Re: [PATCH v6 09/12] x86/sgx: Restructure top-level EPC reclaim function

From: Haitao Huang
Date: Sun Nov 26 2023 - 11:27:52 EST


On Mon, 20 Nov 2023 11:45:46 +0800, Huang, Kai <kai.huang@xxxxxxxxx> wrote:

On Mon, 2023-10-30 at 11:20 -0700, Haitao Huang wrote:
From: Sean Christopherson <sean.j.christopherson@xxxxxxxxx>

To prepare for per-cgroup reclamation, separate the top-level reclaim
function, sgx_reclaim_epc_pages(), into two separate functions:

- sgx_isolate_epc_pages() scans and isolates reclaimable pages from a given LRU list.
- sgx_do_epc_reclamation() performs the real reclamation for the already isolated pages.

Create a new function, sgx_reclaim_epc_pages_global(), calling those two
in succession, to replace the original sgx_reclaim_epc_pages(). The
above two functions will serve as building blocks for the reclamation
flows in later EPC cgroup implementation.
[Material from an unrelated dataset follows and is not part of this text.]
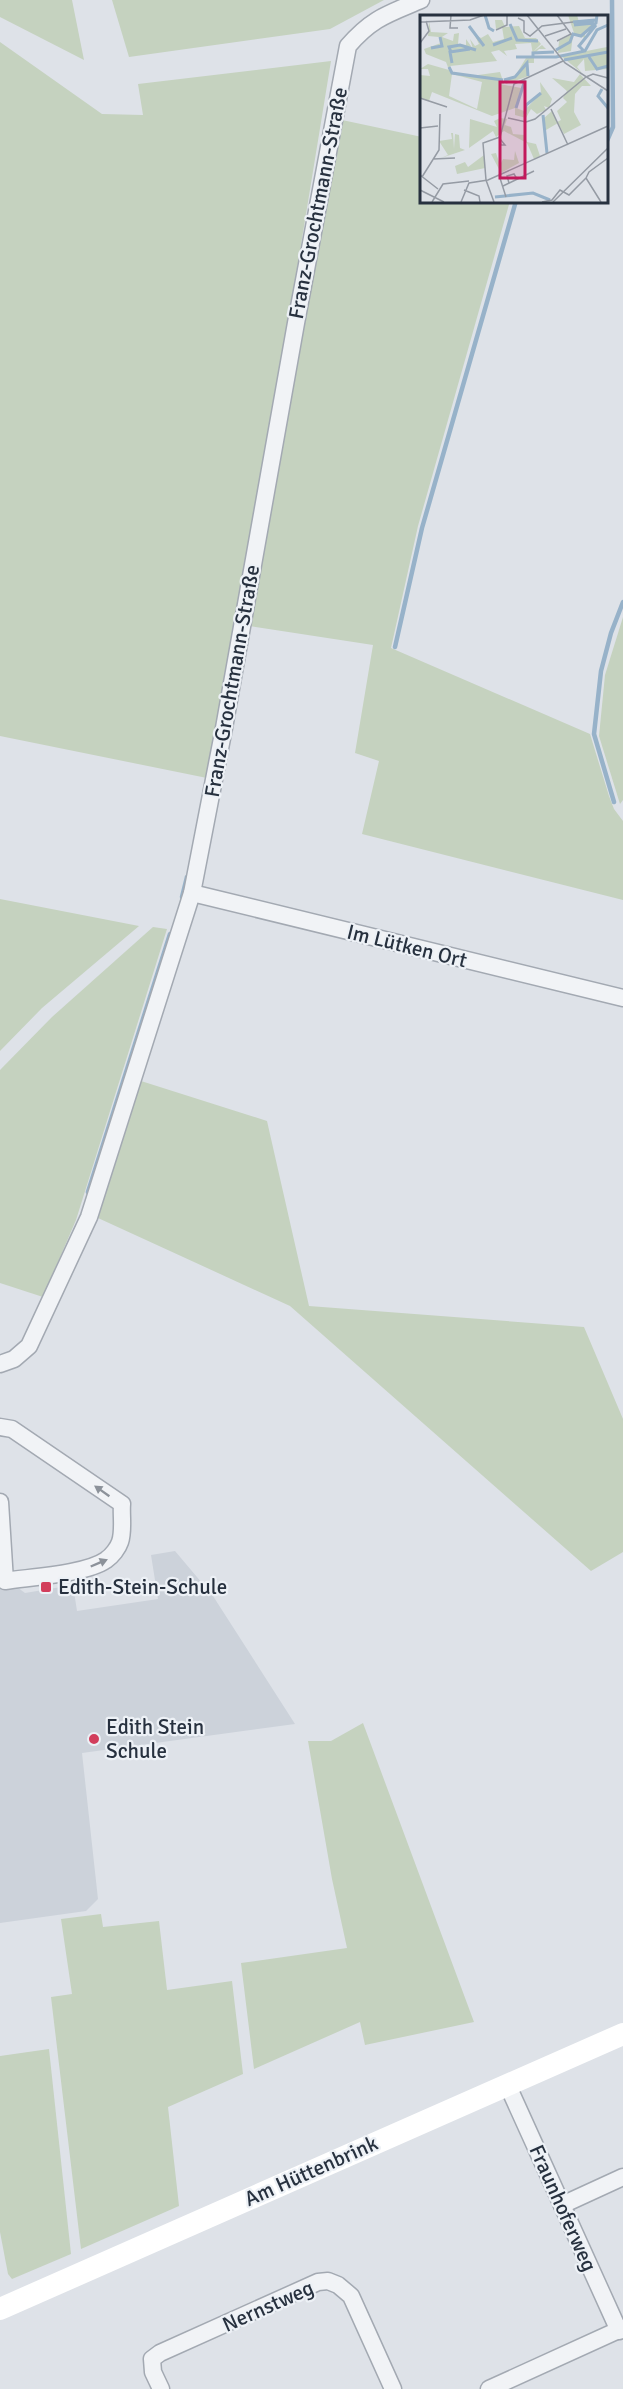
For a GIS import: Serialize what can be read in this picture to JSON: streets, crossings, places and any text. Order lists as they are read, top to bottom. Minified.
{"streets":{"street":["Franz-Grochtmann-Straße","Im Lütken Ort","Am Hüttenbrink","Fraunhoferweg","Nernstweg"]},"crossings":[["Franz-Grochtmann-Straße","Im Lütken Ort"],["Am Hüttenbrink","Fraunhoferweg"]],"places":{"transit":["Edith-Stein-Schule"],"other":["Edith Stein Schule"]}}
sgx_do_epc_reclamation() returns the number of reclaimed pages. The EPC
cgroup will use the result to track reclaiming progress.

sgx_isolate_epc_pages() returns the additional number of pages to scan
for current epoch of reclamation. The EPC cgroup will use the result to
determine if more scanning to be done in LRUs in its children groups.

This changelog says nothing about "why", but only mentions the "implementation".

For instance, assuming we need to reclaim @npages_to_reclaim from the
@epc_cgrp_to_reclaim and its descendants, why cannot we do:

for_each_cgroup_and_descendants(&epc_cgrp_to_reclaim, &epc_cgrp) {
if (npages_to_reclaim <= 0)
return;

npages_to_reclaim -= sgx_reclaim_pages_lru(&epc_cgrp->lru,
npages_to_reclaim);
}

Is there any difference to have "isolate" + "reclaim"?


This is to optimize "reclaim". See how etrack was done in sgx_encl_ewb.
Here we just follow the same design as ksgxd for each reclamation cycle.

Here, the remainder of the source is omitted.